The reason I use "" on "fund" is because they just allocated bunch of virtual coins to themselves , but the market may not want to give these virtual coin value due to the way that it was allocated .
It is essentially the same funding model as an ICO [1], and there doesn't seem to be a shortage of people willing to throw money at ICOs of various crypto projects in this space.
My only issue with ICOs (let's ignore the legal implications for now) is that it requires huge upfront payment (even if it's vested) to a single team that you hope will follow through on their promise. I prefer the gradual pay with dilution method like BitShares workers, assuming the holders are decentralized enough so that a single team cannot just unilaterally vote the worker to pay them. But as we have seen from the anti-dilution camp in BitShares, apparently the myopic stakeholders cannot be trusted to do what is best for the long-term benefit of the DAC [2]. So perhaps a benevolent dictator model (at least initially) will gain more success.
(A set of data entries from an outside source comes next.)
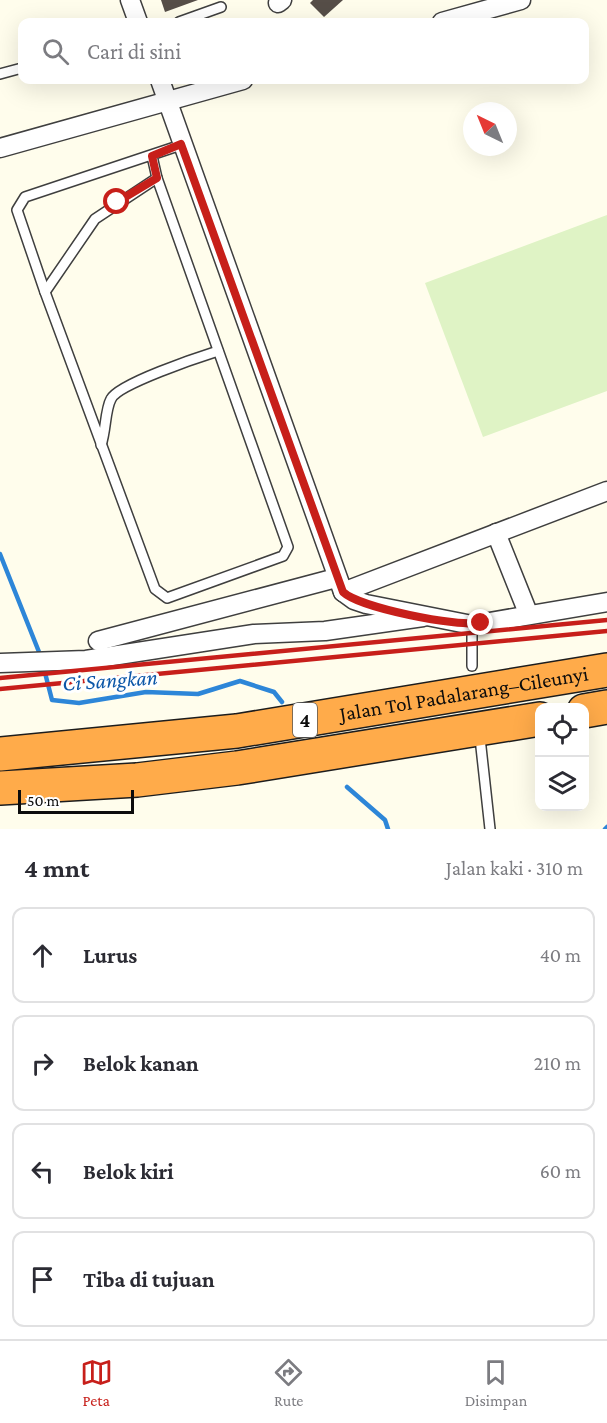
<!DOCTYPE html>
<html lang="id">
<head>
<meta charset="utf-8">
<style>
	body { margin:0; font-family:"Crimson Pro",serif; background:#f7f7f7; color:#2b2b33 }
	.controls { position:absolute; right:18px; bottom:18px; display:grid; overflow:hidden; border-radius:12px; box-shadow:0 6px 24px #0002 }
	.controls button { width:54px; height:54px; display:grid; place-items:center; padding:0; border:0; border-bottom:2px solid #e1e1e2; background:#fff; color:#2b2b33; font:30px sans-serif }
	.compass { position:absolute; left:463px; top:102px; width:54px; height:54px; border-radius:50%; background:#fff; box-shadow:0 6px 24px #0002; rotate:317deg }
	.scale { position:absolute; left:18px; bottom:15px; width:116px; box-sizing:border-box; padding-left:6px; border:3px solid #0c0c0c; border-top:0; font-size:16px; line-height:21px; white-space:nowrap; color:#0c0c0c; -webkit-text-stroke:4px #fff; paint-order:stroke }
	.stop { position:absolute; width:18px; height:18px; margin:-14px; border:4px solid #c71f1a; border-radius:50%; background:#fff }
	.stop.end { background:#c71f1a; border-color:#fff; box-shadow:0 2px 6px #0008 }
	.list { margin:0; padding:0; list-style:none }
	h2 { display:flex; justify-content:space-between; align-items:center; height:78px; margin:0; padding:0 24px; font-size:26px }
	h2 small { font-size:20px; font-weight:400; color:#7c7c81 }
	.list li { display:grid; grid-template-columns:39px 1fr auto; gap:18px; align-items:center; box-sizing:border-box; height:96px; margin:0 12px 12px; padding:0 12px; border:2px solid #e1e1e2; border-radius:12px }
	.list b { display:block; font-size:22px; white-space:nowrap }
	.list em { font-size:20px; font-style:normal; color:#7c7c81 }
	.icon { flex:none; width:33px; height:33px; fill:none; stroke:currentColor; stroke-width:2; stroke-linecap:round; stroke-linejoin:round }
	.map { position:relative; flex:none; width:607px; height:829px; overflow:hidden }
	.search { position:absolute; background:#fff; box-shadow:0 6px 24px #0002; left:18px; right:18px; top:18px; height:66px; display:flex; align-items:center; gap:15px; box-sizing:border-box; padding:0 21px; border-radius:12px; color:#7c7c81; font-size:22px }
	.sheet { height:510px; background:#fff }
	nav { display:flex; justify-content:space-around; align-items:center; box-sizing:border-box; height:84px; border-top:2px solid #e1e1e2; background:#fff; font-size:16px; color:#7c7c81 }
	nav a { display:grid; justify-items:center; gap:3px }
	nav .on { color:#c71f1a }
	.map>svg:first-child { display:block }
</style>
</head>
<body>
<div class="map">
<svg width="607" height="829" viewBox="0 0 607 829">
	<rect width="100%" height="100%" fill="#fffdec"/>
	<path fill="#dff3c5" d="M607 215V391L483 437 425 283Z"/>
	<g fill="none" stroke-linecap="round" stroke-linejoin="round">
		<g stroke="#2d86d8" stroke-width="4.5">
			<path d="M0 554 41 657"/>
			<path d="M43 665 52 700 79 703 146 692 198 694 240 681 274 692 282 702"/>
			<path d="M347 787 385 820 388 829"/>
			<path d="M605 829 607 827"/>
		</g>
	</g>
	<g fill="#564e48">
		<path d="M161 0H198L165 12Z"/>
		<path d="M313 0H343L324 17 310 3Z"/>
	</g>
	<g fill="none" stroke-linecap="round" stroke-linejoin="round">
		<g stroke="#3f3f3f" stroke-width="12">
			<g id="service">
				<path d="M179 22 221 7"/>
				<path d="M0 74 22 68"/>
				<path d="M152 156 157 178 288 547 283 556 167 598 155 589 45 292 17 210 25 197 181 145"/>
				<path d="M45 292 95 219 157 178"/>
				<path d="M101 445C106 431 105 410 111 399 118 384 199 357 218 351"/>
				<path d="M472 625V666"/>
				<path d="M480 738 490 829"/>
			</g>
		</g>
		<g stroke="#3f3f3f" stroke-width="21">
			<g id="minor">
				<path d="M130 0 138 22"/>
				<path d="M278 3 282 0"/>
				<path d="M442 22 521 0"/>
				<path d="M160 80 343 592 607 491"/>
				<path d="M0 148 243 80"/>
				<path d="M496 533 528 613"/>
				<path d="M343 592 354 600 366 604 472 625 607 602"/>
				<path d="M98 641 336 578"/>
				<path d="M0 663 86 660 254 634 325 631 423 617"/>
			</g>
		</g>
		<g stroke="#1d1d1d" stroke-width="36">
			<g id="motorway">
				<path d="M584 711 607 707"/>
				<path id="s1" d="M0 754 237 731 607 670"/>
				<path d="M0 788 137 780 237 768 540 719"/>
			</g>
		</g>
		<use href="#service" stroke="#fff" stroke-width="9"/>
		<use href="#minor" stroke="#fff" stroke-width="18"/>
		<use href="#motorway" stroke="#ffab4a" stroke-width="33"/>
		<g stroke="#c71f1a" stroke-width="4.5">
			<path d="M0 678 607 620"/>
			<path d="M0 689 607 631"/>
		</g>
	</g>
	<g fill="none" stroke-linecap="round" stroke-linejoin="round">
		<path stroke="#c71f1a" stroke-width="8" d="M117 202 157 178 152 156 181 144 343 592C360 608 457 627 481 623"/>
	</g>
	<g text-anchor="middle" dominant-baseline="central" stroke-width="6" stroke-linejoin="round" paint-order="stroke">
		<rect fill="#fff" stroke="#555" stroke-width="1.5" x="293" y="703" width="24" height="34" rx="4.5"/>
		<g font-size="20" font-weight="bold" fill="#0c0c0c">
			<text x="305" y="720">4</text>
		</g>
		<g font-size="21" fill="#0c0c0c" stroke="#fff">
			<text stroke="none"><textPath href="#s1" startOffset="468">Jalan Tol Padalarang–Cileunyi</textPath></text>
		</g>
		<g font-size="22" font-style="italic" fill="#0c57a8" stroke="#fff">
			<text transform="translate(110 680) rotate(-4)">Ci Sangkan</text>
		</g>
	</g>
</svg>
<div class="controls">
<button><svg class="icon" aria-label="locate" viewBox="0 0 24 24"><circle cx="12" cy="12" r="6"/><path d="M12 2v4M12 18v4M2 12h4M18 12h4"/></svg></button>
<button><svg class="icon" aria-label="layers" viewBox="0 0 24 24"><path d="M12 4l9 5-9 5-9-5zM3 14l9 5 9-5"/></svg></button>
</div>
<svg class="compass" viewBox="-18 -18 36 36"><path d="M0-13l5 13h-10z" fill="#e53935"/><path d="M0 13l5-13h-10z" fill="#7c7c81"/></svg>
<div class="scale">50 m</div>
<div class="stop" style="left:117px;top:202px"></div>
<div class="stop end" style="left:481px;top:623px"></div>
<div class="search"><svg class="icon" aria-label="search" viewBox="0 0 24 24"><circle cx="10" cy="10" r="6"/><path d="M15 15l6 6"/></svg>Cari di sini</div>
</div>
<section class="sheet">
<h2>4 mnt<small>Jalan kaki · 310 m</small></h2>
<ul class="list">
<li><svg class="icon" aria-label="ahead" viewBox="0 0 24 24"><path d="M12 20V5M6 11l6-6 6 6"/></svg><div><b>Lurus</b></div><em>40 m</em></li>
<li><svg class="icon" aria-label="right" viewBox="0 0 24 24"><path d="M7 20v-9h11M14 6l5 5-5 5"/></svg><div><b>Belok kanan</b></div><em>210 m</em></li>
<li><svg class="icon" aria-label="left" viewBox="0 0 24 24"><path d="M17 20v-9H6M10 6l-5 5 5 5"/></svg><div><b>Belok kiri</b></div><em>60 m</em></li>
<li><svg class="icon" aria-label="arrive" viewBox="0 0 24 24"><path d="M6 21V4h12l-3 4 3 4H6"/></svg><div><b>Tiba di tujuan</b></div></li>
</ul>
</section>
<nav>
<a class="on"><svg class="icon" aria-label="map" viewBox="0 0 24 24"><path d="M3 6l6-2 6 2 6-2v14l-6 2-6-2-6 2zM9 4v14M15 6v14"/></svg>Peta</a>
<a><svg class="icon" aria-label="directions" viewBox="0 0 24 24"><path d="M12 3l9 9-9 9-9-9zM9 14v-3h6M13 9l2 2-2 2"/></svg>Rute</a>
<a><svg class="icon" aria-label="saved" viewBox="0 0 24 24"><path d="M7 4h10v16l-5-4-5 4z"/></svg>Disimpan</a>
</nav>
</body>
</html>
[1] To regulators reading this: it is
nothing like an ICO. -thereverseflash

[2] Maybe it would have been different if only vested BTS could vote. I don't agree with the VEST model of STEEM being used in BitShares, because I don't think the voters should be completely immune from the inflation that they vote for. But some small (with a hard-coded upper bound) interest rate could be offered to vested BTS (payed for by dilution) in addition to the right to vote in order to act as an incentive to vest despite the risk due to the lack of liquidity. Theoretically, this is still possible to implement in BitShares with a hard fork if people were okay with it.